**Description of the task:** Repeat every entry exactly as given.

**Available data:**
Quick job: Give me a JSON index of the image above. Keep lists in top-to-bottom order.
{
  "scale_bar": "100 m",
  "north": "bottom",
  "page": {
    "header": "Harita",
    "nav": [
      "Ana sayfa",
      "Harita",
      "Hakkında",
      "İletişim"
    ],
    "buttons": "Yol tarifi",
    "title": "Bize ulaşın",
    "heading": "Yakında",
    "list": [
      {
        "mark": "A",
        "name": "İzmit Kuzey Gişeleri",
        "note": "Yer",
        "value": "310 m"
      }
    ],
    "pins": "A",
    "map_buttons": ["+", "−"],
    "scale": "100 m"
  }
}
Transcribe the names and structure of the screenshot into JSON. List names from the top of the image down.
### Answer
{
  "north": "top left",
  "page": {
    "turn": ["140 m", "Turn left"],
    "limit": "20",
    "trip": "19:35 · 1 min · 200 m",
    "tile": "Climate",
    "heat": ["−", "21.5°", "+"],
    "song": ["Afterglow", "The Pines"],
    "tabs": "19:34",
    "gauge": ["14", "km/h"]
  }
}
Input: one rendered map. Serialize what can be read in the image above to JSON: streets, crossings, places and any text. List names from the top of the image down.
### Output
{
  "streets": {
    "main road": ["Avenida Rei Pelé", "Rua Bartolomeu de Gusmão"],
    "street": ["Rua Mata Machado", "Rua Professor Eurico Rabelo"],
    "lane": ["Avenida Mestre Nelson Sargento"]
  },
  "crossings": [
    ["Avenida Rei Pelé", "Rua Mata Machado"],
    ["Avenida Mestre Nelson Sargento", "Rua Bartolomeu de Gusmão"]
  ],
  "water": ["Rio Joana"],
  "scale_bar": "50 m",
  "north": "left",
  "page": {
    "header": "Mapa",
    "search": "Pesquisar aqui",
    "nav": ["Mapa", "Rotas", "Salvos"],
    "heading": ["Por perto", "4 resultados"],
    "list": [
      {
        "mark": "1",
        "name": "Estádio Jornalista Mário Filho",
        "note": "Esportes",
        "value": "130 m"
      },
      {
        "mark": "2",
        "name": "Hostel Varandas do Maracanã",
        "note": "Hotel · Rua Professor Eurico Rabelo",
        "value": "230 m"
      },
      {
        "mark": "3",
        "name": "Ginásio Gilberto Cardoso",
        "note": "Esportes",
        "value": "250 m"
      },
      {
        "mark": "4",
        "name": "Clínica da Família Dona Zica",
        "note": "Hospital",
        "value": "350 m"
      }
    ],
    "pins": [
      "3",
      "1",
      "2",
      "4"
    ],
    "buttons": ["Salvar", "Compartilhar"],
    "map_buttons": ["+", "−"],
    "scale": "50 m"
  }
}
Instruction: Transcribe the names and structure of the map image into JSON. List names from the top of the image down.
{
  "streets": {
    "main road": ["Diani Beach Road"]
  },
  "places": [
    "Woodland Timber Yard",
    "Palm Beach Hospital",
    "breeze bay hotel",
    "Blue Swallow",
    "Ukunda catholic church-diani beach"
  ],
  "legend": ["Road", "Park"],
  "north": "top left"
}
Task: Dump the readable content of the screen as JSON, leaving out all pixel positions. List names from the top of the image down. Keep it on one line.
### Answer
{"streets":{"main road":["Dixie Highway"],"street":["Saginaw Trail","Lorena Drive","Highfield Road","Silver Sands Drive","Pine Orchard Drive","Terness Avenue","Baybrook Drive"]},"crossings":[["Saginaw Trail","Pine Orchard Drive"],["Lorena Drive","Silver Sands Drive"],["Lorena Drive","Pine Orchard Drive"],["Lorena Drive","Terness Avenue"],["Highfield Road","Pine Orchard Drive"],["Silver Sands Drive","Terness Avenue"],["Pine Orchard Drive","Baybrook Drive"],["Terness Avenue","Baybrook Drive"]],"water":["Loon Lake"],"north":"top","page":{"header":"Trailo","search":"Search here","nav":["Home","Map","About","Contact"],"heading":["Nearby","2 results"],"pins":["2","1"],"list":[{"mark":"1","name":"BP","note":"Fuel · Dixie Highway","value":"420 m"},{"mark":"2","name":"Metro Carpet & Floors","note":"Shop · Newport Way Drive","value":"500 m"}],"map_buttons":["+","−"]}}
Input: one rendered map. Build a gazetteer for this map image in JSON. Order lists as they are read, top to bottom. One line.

**Answer space:**
Quick job: Give me a JSON index of the image above. Keep lists in top-to-bottom order.
{
  "scale_bar": "100 m",
  "north": "bottom",
  "page": {
    "header": "Harita",
    "nav": [
      "Ana sayfa",
      "Harita",
      "Hakkında",
      "İletişim"
    ],
    "buttons": "Yol tarifi",
    "title": "Bize ulaşın",
    "heading": "Yakında",
    "list": [
      {
        "mark": "A",
        "name": "İzmit Kuzey Gişeleri",
        "note": "Yer",
        "value": "310 m"
      }
    ],
    "pins": "A",
    "map_buttons": ["+", "−"],
    "scale": "100 m"
  }
}
Transcribe the names and structure of the screenshot into JSON. List names from the top of the image down.
### Answer
{
  "north": "top left",
  "page": {
    "turn": ["140 m", "Turn left"],
    "limit": "20",
    "trip": "19:35 · 1 min · 200 m",
    "tile": "Climate",
    "heat": ["−", "21.5°", "+"],
    "song": ["Afterglow", "The Pines"],
    "tabs": "19:34",
    "gauge": ["14", "km/h"]
  }
}
Input: one rendered map. Serialize what can be read in the image above to JSON: streets, crossings, places and any text. List names from the top of the image down.
### Output
{
  "streets": {
    "main road": ["Avenida Rei Pelé", "Rua Bartolomeu de Gusmão"],
    "street": ["Rua Mata Machado", "Rua Professor Eurico Rabelo"],
    "lane": ["Avenida Mestre Nelson Sargento"]
  },
  "crossings": [
    ["Avenida Rei Pelé", "Rua Mata Machado"],
    ["Avenida Mestre Nelson Sargento", "Rua Bartolomeu de Gusmão"]
  ],
  "water": ["Rio Joana"],
  "scale_bar": "50 m",
  "north": "left",
  "page": {
    "header": "Mapa",
    "search": "Pesquisar aqui",
    "nav": ["Mapa", "Rotas", "Salvos"],
    "heading": ["Por perto", "4 resultados"],
    "list": [
      {
        "mark": "1",
        "name": "Estádio Jornalista Mário Filho",
        "note": "Esportes",
        "value": "130 m"
      },
      {
        "mark": "2",
        "name": "Hostel Varandas do Maracanã",
        "note": "Hotel · Rua Professor Eurico Rabelo",
        "value": "230 m"
      },
      {
        "mark": "3",
        "name": "Ginásio Gilberto Cardoso",
        "note": "Esportes",
        "value": "250 m"
      },
      {
        "mark": "4",
        "name": "Clínica da Família Dona Zica",
        "note": "Hospital",
        "value": "350 m"
      }
    ],
    "pins": [
      "3",
      "1",
      "2",
      "4"
    ],
    "buttons": ["Salvar", "Compartilhar"],
    "map_buttons": ["+", "−"],
    "scale": "50 m"
  }
}
Instruction: Transcribe the names and structure of the map image into JSON. List names from the top of the image down.
{
  "streets": {
    "main road": ["Diani Beach Road"]
  },
  "places": [
    "Woodland Timber Yard",
    "Palm Beach Hospital",
    "breeze bay hotel",
    "Blue Swallow",
    "Ukunda catholic church-diani beach"
  ],
  "legend": ["Road", "Park"],
  "north": "top left"
}
Task: Dump the readable content of the screen as JSON, leaving out all pixel positions. List names from the top of the image down. Keep it on one line.
### Answer
{"streets":{"main road":["Dixie Highway"],"street":["Saginaw Trail","Lorena Drive","Highfield Road","Silver Sands Drive","Pine Orchard Drive","Terness Avenue","Baybrook Drive"]},"crossings":[["Saginaw Trail","Pine Orchard Drive"],["Lorena Drive","Silver Sands Drive"],["Lorena Drive","Pine Orchard Drive"],["Lorena Drive","Terness Avenue"],["Highfield Road","Pine Orchard Drive"],["Silver Sands Drive","Terness Avenue"],["Pine Orchard Drive","Baybrook Drive"],["Terness Avenue","Baybrook Drive"]],"water":["Loon Lake"],"north":"top","page":{"header":"Trailo","search":"Search here","nav":["Home","Map","About","Contact"],"heading":["Nearby","2 results"],"pins":["2","1"],"list":[{"mark":"1","name":"BP","note":"Fuel · Dixie Highway","value":"420 m"},{"mark":"2","name":"Metro Carpet & Floors","note":"Shop · Newport Way Drive","value":"500 m"}],"map_buttons":["+","−"]}}
Input: one rendered map. Build a gazetteer for this map image in JSON. Order lists as they are read, top to bottom. One line.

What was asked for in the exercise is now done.